Collected data

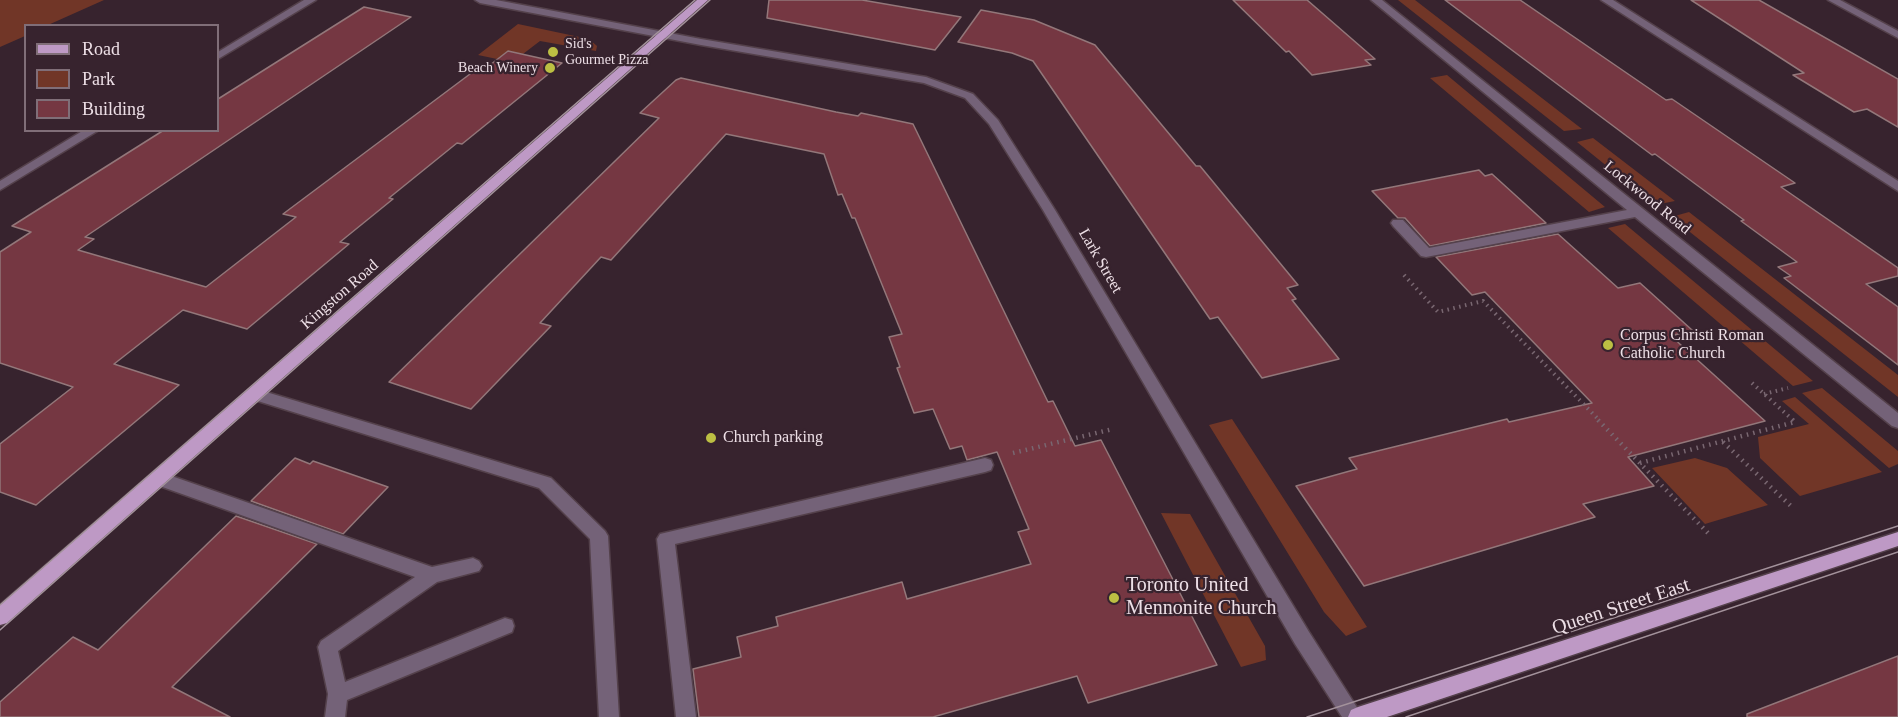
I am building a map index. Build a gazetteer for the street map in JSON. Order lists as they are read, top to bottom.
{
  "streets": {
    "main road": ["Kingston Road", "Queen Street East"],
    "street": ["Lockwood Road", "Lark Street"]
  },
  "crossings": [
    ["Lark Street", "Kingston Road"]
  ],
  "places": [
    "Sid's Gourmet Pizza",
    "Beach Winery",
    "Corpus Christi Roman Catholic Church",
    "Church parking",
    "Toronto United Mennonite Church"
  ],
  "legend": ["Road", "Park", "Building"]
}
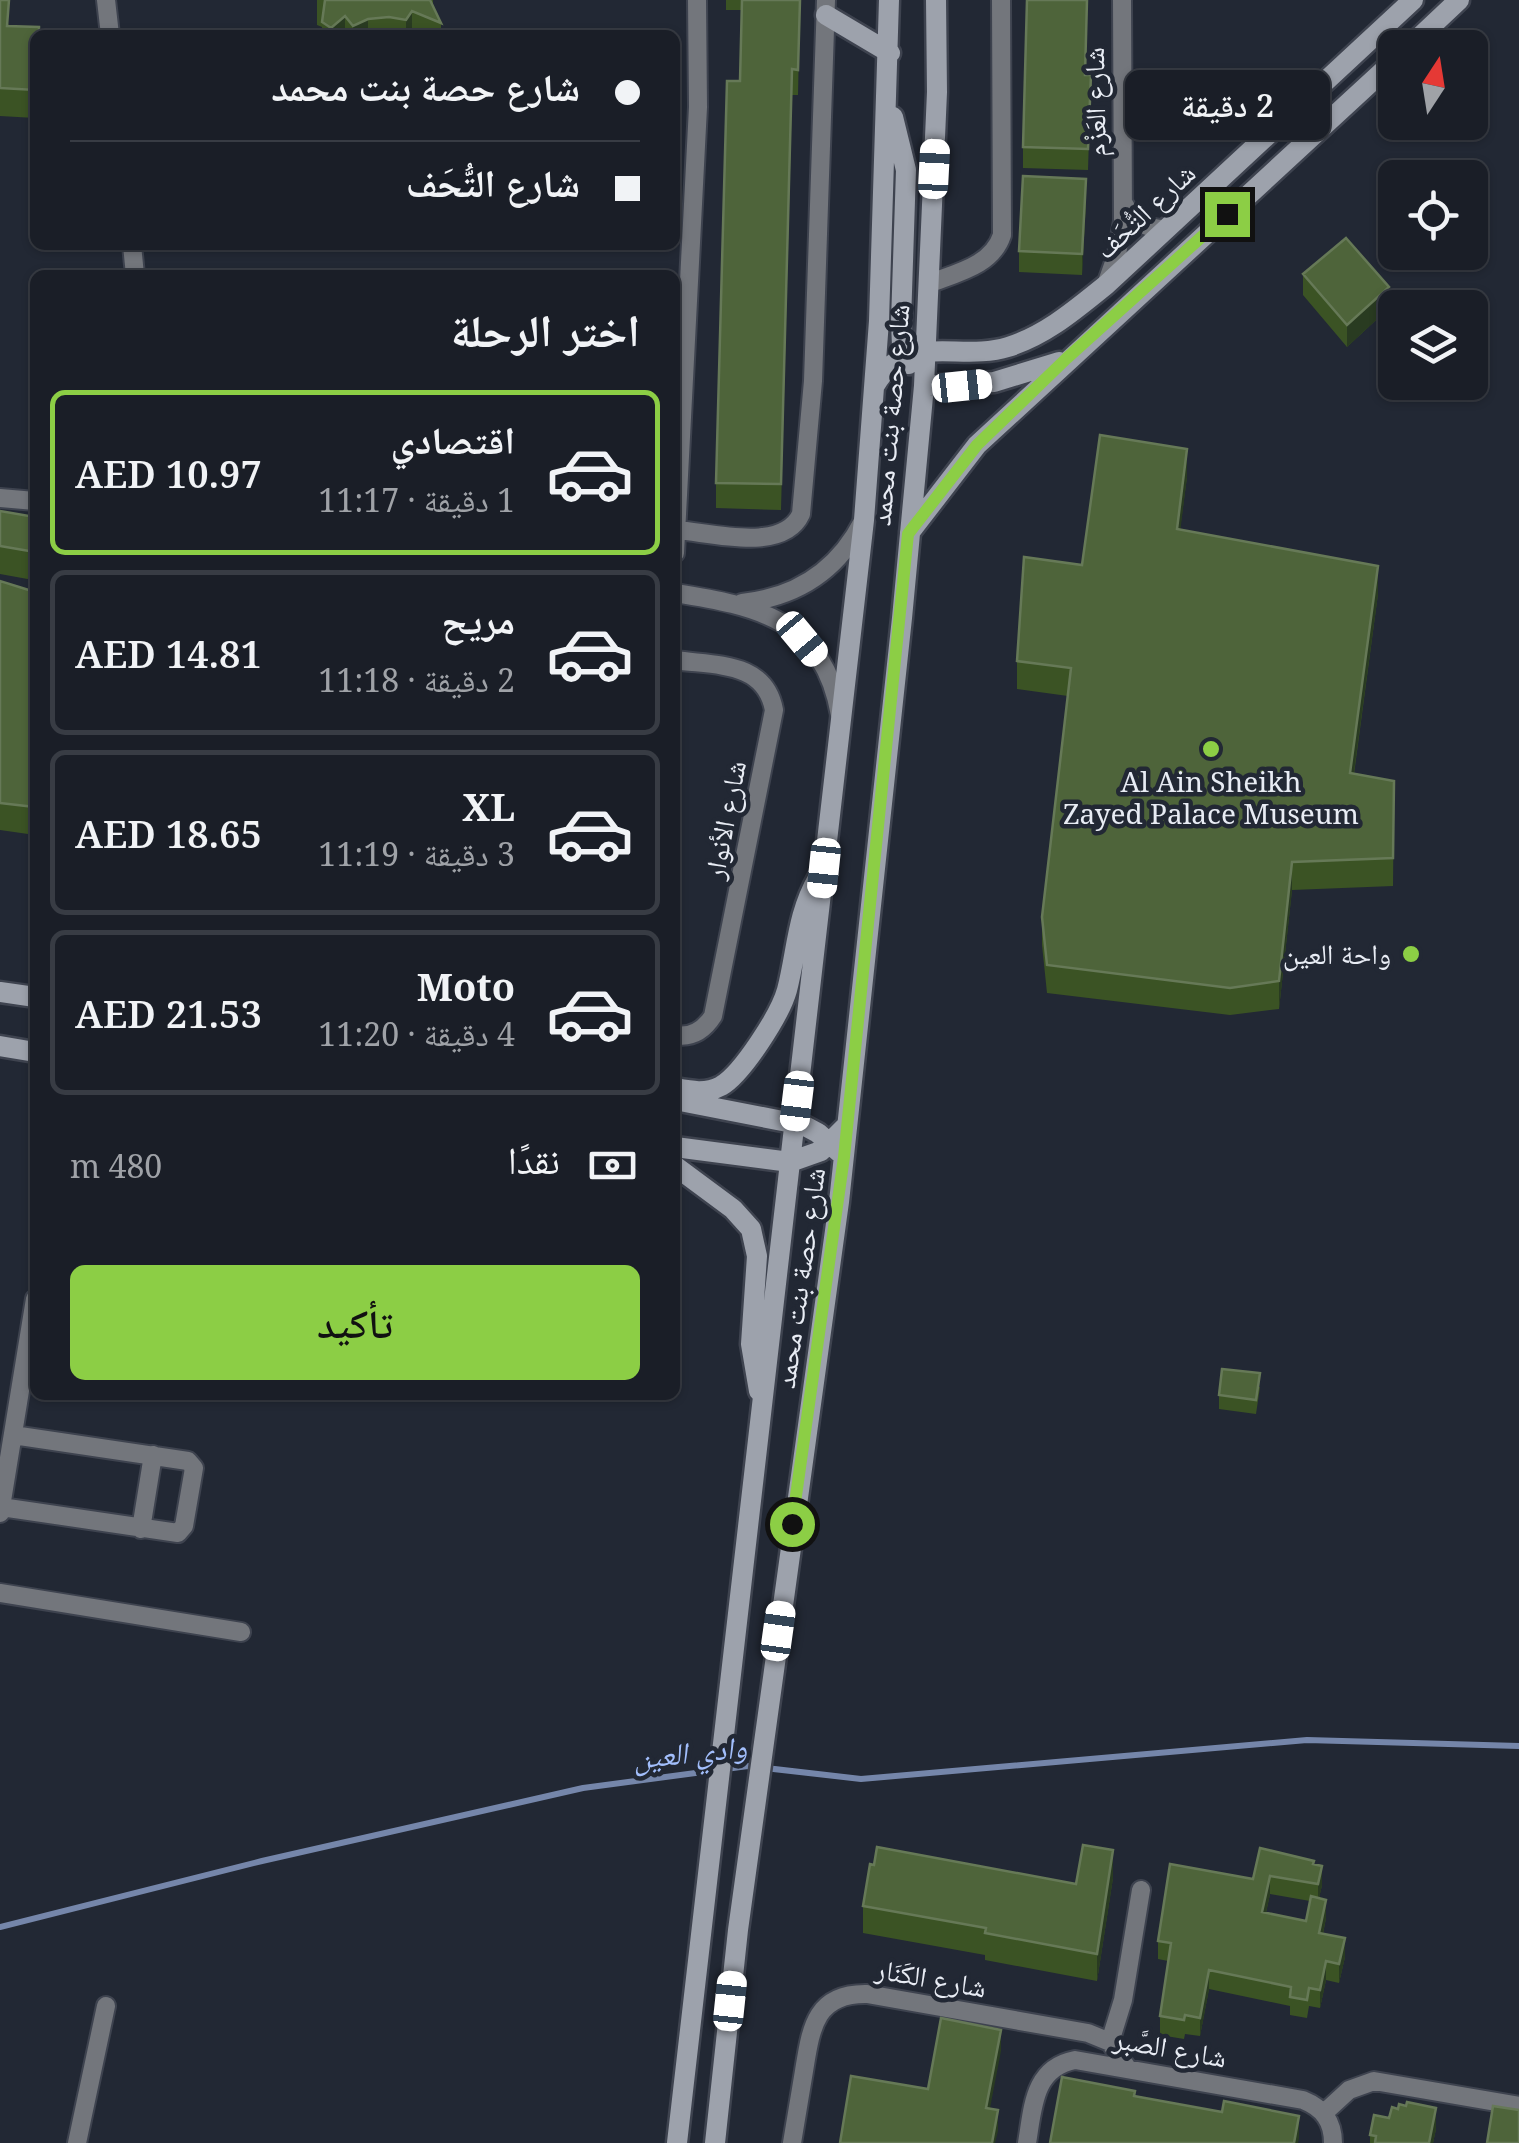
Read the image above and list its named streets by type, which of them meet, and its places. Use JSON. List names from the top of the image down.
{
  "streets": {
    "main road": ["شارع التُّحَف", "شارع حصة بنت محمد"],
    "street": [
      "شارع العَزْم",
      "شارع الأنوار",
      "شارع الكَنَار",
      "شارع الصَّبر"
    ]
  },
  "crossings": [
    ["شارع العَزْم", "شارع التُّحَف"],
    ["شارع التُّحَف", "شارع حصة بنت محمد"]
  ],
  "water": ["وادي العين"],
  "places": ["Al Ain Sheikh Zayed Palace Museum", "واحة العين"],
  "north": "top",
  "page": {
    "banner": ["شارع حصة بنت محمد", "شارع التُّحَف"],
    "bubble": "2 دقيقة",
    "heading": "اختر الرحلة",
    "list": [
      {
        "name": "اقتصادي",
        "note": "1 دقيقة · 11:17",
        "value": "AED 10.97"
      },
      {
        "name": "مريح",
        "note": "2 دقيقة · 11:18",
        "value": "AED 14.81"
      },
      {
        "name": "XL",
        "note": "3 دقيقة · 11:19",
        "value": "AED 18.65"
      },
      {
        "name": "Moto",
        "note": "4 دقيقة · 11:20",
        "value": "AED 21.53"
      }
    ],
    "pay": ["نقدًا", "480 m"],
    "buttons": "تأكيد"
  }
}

**Task objective:**
Set down every entry exactly as it appears, but skip the pictures.

**Output of the exercise:**
I am building a map index. Build a gazetteer for the street map in JSON. Order lists as they are read, top to bottom.
{
  "streets": {
    "main road": ["Kingston Road", "Queen Street East"],
    "street": ["Lockwood Road", "Lark Street"]
  },
  "crossings": [
    ["Lark Street", "Kingston Road"]
  ],
  "places": [
    "Sid's Gourmet Pizza",
    "Beach Winery",
    "Corpus Christi Roman Catholic Church",
    "Church parking",
    "Toronto United Mennonite Church"
  ],
  "legend": ["Road", "Park", "Building"]
}
Read the image above and list its named streets by type, which of them meet, and its places. Use JSON. List names from the top of the image down.
{
  "streets": {
    "main road": ["شارع التُّحَف", "شارع حصة بنت محمد"],
    "street": [
      "شارع العَزْم",
      "شارع الأنوار",
      "شارع الكَنَار",
      "شارع الصَّبر"
    ]
  },
  "crossings": [
    ["شارع العَزْم", "شارع التُّحَف"],
    ["شارع التُّحَف", "شارع حصة بنت محمد"]
  ],
  "water": ["وادي العين"],
  "places": ["Al Ain Sheikh Zayed Palace Museum", "واحة العين"],
  "north": "top",
  "page": {
    "banner": ["شارع حصة بنت محمد", "شارع التُّحَف"],
    "bubble": "2 دقيقة",
    "heading": "اختر الرحلة",
    "list": [
      {
        "name": "اقتصادي",
        "note": "1 دقيقة · 11:17",
        "value": "AED 10.97"
      },
      {
        "name": "مريح",
        "note": "2 دقيقة · 11:18",
        "value": "AED 14.81"
      },
      {
        "name": "XL",
        "note": "3 دقيقة · 11:19",
        "value": "AED 18.65"
      },
      {
        "name": "Moto",
        "note": "4 دقيقة · 11:20",
        "value": "AED 21.53"
      }
    ],
    "pay": ["نقدًا", "480 m"],
    "buttons": "تأكيد"
  }
}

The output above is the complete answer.